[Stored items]
# # # #

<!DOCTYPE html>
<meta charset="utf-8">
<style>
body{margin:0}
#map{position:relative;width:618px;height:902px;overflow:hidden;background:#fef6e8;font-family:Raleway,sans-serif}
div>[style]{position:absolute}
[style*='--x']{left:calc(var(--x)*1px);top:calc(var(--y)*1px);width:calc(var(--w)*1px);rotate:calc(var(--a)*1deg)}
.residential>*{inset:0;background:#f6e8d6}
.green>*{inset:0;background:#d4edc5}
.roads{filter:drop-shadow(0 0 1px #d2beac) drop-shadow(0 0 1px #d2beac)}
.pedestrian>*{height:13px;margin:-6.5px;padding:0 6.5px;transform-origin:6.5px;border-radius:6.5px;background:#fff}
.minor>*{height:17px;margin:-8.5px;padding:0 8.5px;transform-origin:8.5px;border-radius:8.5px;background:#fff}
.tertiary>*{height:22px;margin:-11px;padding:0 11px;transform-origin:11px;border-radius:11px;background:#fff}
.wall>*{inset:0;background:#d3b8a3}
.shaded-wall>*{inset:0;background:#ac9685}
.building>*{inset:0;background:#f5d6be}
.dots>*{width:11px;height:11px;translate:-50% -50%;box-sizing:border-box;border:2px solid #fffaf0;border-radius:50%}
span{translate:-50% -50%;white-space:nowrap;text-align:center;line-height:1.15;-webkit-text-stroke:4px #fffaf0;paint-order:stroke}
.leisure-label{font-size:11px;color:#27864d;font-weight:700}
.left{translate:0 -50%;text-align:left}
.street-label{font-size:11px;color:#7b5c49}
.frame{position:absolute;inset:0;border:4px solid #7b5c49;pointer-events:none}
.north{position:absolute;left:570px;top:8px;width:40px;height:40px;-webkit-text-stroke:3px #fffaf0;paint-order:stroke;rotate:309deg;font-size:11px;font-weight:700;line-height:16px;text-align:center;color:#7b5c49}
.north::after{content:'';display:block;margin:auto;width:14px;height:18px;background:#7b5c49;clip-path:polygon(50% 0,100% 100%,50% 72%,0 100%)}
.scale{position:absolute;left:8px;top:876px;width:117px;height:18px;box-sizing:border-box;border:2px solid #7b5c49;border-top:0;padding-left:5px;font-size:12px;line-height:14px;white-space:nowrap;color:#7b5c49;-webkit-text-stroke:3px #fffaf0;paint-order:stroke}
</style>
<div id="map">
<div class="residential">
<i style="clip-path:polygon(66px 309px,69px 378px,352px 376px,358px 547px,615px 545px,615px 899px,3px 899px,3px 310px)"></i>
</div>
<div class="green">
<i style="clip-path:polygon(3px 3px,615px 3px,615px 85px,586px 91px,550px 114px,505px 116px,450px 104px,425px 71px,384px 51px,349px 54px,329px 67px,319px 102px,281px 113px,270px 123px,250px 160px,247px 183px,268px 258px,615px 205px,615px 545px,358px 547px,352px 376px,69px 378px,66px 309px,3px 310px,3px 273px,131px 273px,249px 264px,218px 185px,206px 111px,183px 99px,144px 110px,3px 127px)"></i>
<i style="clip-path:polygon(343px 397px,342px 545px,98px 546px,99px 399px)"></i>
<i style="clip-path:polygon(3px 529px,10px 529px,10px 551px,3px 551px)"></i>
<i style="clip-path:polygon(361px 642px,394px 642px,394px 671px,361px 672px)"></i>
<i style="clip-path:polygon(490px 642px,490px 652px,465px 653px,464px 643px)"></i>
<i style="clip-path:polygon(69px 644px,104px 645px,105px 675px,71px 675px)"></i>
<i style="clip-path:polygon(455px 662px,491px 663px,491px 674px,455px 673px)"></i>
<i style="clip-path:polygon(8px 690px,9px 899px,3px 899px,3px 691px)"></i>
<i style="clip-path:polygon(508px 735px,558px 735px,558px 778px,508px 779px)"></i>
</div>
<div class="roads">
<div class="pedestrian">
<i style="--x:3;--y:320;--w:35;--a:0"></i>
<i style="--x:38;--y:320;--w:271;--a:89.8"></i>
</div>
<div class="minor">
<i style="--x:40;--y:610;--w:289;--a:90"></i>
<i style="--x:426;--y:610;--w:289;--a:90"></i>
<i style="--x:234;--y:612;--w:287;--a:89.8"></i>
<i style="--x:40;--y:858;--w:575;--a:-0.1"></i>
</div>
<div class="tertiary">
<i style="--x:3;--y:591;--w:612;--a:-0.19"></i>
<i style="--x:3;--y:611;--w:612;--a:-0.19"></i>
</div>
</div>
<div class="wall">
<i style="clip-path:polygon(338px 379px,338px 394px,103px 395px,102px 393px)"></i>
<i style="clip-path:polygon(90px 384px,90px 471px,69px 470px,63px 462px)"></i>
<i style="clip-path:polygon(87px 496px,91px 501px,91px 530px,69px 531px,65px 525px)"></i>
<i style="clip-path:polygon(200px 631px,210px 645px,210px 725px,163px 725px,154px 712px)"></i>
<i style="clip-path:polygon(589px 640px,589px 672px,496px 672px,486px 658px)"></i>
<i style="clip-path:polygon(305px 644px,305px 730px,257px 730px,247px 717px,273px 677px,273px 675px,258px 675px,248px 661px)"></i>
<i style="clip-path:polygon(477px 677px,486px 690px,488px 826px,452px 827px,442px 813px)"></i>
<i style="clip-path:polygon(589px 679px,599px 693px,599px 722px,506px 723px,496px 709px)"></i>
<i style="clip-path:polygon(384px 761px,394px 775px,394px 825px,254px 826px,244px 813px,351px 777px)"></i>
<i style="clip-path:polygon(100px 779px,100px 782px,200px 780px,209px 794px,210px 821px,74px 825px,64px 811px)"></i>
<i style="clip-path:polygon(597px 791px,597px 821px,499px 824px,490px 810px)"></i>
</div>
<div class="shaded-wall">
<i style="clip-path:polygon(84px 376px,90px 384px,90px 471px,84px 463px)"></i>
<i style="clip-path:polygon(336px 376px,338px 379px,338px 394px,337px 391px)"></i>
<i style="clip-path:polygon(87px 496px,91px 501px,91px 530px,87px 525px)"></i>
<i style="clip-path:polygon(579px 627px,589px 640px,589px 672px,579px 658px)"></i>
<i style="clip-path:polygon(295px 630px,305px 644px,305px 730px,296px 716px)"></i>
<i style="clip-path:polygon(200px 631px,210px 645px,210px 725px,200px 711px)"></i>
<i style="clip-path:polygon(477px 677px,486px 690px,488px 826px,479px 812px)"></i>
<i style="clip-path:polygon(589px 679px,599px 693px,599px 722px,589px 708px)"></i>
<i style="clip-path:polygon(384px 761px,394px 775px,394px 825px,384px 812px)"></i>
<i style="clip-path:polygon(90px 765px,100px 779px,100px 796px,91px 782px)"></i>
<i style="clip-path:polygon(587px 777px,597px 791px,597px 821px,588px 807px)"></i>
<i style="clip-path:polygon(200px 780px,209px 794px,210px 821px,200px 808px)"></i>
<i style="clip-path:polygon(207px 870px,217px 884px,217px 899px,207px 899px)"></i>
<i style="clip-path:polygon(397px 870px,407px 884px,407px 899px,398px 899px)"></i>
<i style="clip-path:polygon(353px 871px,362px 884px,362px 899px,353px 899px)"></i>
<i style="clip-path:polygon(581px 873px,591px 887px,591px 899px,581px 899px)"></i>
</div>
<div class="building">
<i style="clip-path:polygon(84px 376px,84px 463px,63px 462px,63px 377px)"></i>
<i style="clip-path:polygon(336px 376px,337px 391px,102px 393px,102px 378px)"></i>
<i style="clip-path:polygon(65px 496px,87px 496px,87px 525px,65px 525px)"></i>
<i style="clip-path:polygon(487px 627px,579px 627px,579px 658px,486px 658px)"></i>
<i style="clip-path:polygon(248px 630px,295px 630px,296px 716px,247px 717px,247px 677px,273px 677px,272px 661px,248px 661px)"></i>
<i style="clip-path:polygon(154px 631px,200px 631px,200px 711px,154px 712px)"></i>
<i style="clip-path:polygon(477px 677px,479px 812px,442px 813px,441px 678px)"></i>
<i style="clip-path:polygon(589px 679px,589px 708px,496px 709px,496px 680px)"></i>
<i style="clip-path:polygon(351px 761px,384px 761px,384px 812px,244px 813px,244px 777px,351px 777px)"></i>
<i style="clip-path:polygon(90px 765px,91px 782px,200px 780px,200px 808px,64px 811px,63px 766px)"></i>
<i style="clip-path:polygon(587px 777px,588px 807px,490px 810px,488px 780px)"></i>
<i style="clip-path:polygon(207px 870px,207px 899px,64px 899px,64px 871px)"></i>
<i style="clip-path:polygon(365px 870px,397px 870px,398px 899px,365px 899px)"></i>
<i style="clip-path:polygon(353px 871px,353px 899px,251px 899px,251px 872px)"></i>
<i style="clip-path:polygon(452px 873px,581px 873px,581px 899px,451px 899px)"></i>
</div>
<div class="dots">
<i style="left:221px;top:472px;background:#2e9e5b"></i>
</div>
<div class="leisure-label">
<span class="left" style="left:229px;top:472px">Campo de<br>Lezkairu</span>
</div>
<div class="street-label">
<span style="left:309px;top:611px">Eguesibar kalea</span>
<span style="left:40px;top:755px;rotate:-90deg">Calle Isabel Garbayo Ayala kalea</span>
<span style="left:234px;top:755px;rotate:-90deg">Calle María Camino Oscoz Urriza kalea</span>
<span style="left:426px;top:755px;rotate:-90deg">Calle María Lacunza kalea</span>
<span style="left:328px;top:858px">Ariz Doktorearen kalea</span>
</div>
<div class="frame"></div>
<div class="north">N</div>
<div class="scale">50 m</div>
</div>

# # # #

§ YOUR INSTRUCTIONS
How many lines in the entries include the string "roads"? Answer with the number alone.

§ THE ANSWER
2